2.The pending prayers sought a finding that the arbitrator lacks jurisdiction to hear and determine the dispute between the parties relating to the agreement dated 2/3/2011 as the same was already heard and determined in Thika Environment and Land Court at Thika ELC Case Number 15 of 2017.
3.The grounds for the application were set out on the face of the Motion and in the affidavits of Caroline Muchendu sworn on 19/5/2023 and 31/7/2023, respectively. It was contended that judgment was delivered in Thika ELC Case No. 15 of 2017 (“the Thika ELC matter”) on 18/7/2020 wherein the court adjudicated upon the parties’ rival claims over Villa No. 1 situated at Kenwood Villas Thika.
4.That the said judgment was not appealed or reviewed. That in that judgment, the court found that there was no dispute that could be referred to arbitration while there was another dispute involving the same parties in court.
5.That the 1st respondent had filed his own case against the applicant and the same was consolidated in the Thika ELC matter which had a conclusive judgment. That the 1st respondent also testified on behalf of the claim by the 2nd respondent wherein he sought a declaration that the villa belonged to him and sought for a partial discharge over the subject villa. That the issue of whether or not the matter should have gone to arbitration was also determined.

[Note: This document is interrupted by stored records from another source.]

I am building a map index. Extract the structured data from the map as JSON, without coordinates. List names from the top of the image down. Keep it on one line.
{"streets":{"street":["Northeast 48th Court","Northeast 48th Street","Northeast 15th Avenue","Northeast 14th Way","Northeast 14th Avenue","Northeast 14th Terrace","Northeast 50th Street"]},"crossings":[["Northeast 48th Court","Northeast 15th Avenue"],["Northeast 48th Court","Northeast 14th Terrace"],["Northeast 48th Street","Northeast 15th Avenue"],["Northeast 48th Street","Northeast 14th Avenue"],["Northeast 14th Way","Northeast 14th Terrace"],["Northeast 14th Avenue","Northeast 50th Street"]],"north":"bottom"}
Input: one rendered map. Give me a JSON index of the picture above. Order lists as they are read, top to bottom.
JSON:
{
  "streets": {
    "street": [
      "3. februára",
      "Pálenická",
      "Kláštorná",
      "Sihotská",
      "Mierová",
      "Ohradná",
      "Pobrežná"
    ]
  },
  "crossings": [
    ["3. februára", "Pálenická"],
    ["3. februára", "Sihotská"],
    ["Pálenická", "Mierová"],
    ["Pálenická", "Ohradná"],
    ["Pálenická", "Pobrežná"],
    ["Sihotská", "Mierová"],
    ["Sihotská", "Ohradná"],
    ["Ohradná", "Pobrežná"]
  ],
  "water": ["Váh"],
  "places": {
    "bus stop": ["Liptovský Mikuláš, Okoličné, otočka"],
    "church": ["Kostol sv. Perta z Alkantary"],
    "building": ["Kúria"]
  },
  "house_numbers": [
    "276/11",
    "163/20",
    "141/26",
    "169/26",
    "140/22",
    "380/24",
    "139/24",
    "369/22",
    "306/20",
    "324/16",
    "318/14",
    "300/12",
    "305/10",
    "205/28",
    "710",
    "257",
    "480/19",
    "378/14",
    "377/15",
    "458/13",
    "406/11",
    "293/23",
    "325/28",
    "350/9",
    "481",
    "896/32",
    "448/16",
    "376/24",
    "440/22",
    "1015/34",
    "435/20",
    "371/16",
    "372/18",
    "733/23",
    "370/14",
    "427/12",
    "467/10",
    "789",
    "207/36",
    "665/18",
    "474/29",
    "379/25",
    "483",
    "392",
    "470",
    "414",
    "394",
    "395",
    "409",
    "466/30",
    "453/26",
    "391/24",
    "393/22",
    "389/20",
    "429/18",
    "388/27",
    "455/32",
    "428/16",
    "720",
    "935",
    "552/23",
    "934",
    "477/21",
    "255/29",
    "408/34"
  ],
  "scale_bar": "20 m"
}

6.That despite the judgment being in place, the applicant filed the claim before the arbitrator seeking refund of Kshs. 26,300,000/= which had not initially been sought in the Thika ELC case when the respondents sought a declaration of ownership of the subject villa.
7.That the applicant herein lodged before the tribunal an application dated 23/2/2023 challenging the jurisdiction of the arbitrator. The arbitrator dismissed the same on 22/4/2023 on the ground that the Judge in the Thika ELC Case had not exercised her judicial mind on the matter. He therefore held that he had jurisdiction to hear and determine the matter.
8.It was contended that the ruling of the tribunal amounted to an appeal on the judgment delivered in Thika ELC and without jurisdiction, the arbitrator’s eventual award would be a nullity and the proceedings were an unnecessary expense to the parties.
9.The 2nd respondent opposed the application vide her replying affidavit sworn on 14/7/2023. She averred that she and the applicant entered into an agreement for purchase of the subject villa for Kshs. 27,000,000/= out of which she paid Kshs. 26,300,000/=. That she later found that the applicant had charged the entire property to Family Bank.
10.That the applicant moved to court to stop the sale of the villas and the 1st respondent made an application to be enjoined as an interested party in the suit. That in the judgment, the court noted that Family Bank was not a party to the lease agreement and had no locus standi to contend on how the Lease was to be effected.
11.That the court also noted that the 1st respondent did not have a dispute with the applicant at the time of getting enjoined in the suit. That arbitration could not have been instituted during the pendency of the suit whose purpose was to save the villas from sale and thereafter the applicant was to perform the terms of the lease agreement. That the applicant failed to perform those terms by failing to grant possession of the villa on the completion date and this led to the filing of the arbitral claim.
12.She therefore averred that the dispute in the Thika ELC Case was different from that in the arbitration and res judicata was not applicable. That the arbitrator’s ruling on jurisdiction was well reasoned and the instant application was another delay tactic to deny the respondent either possession of the villa or refund of the 97% purchase price paid to the applicant.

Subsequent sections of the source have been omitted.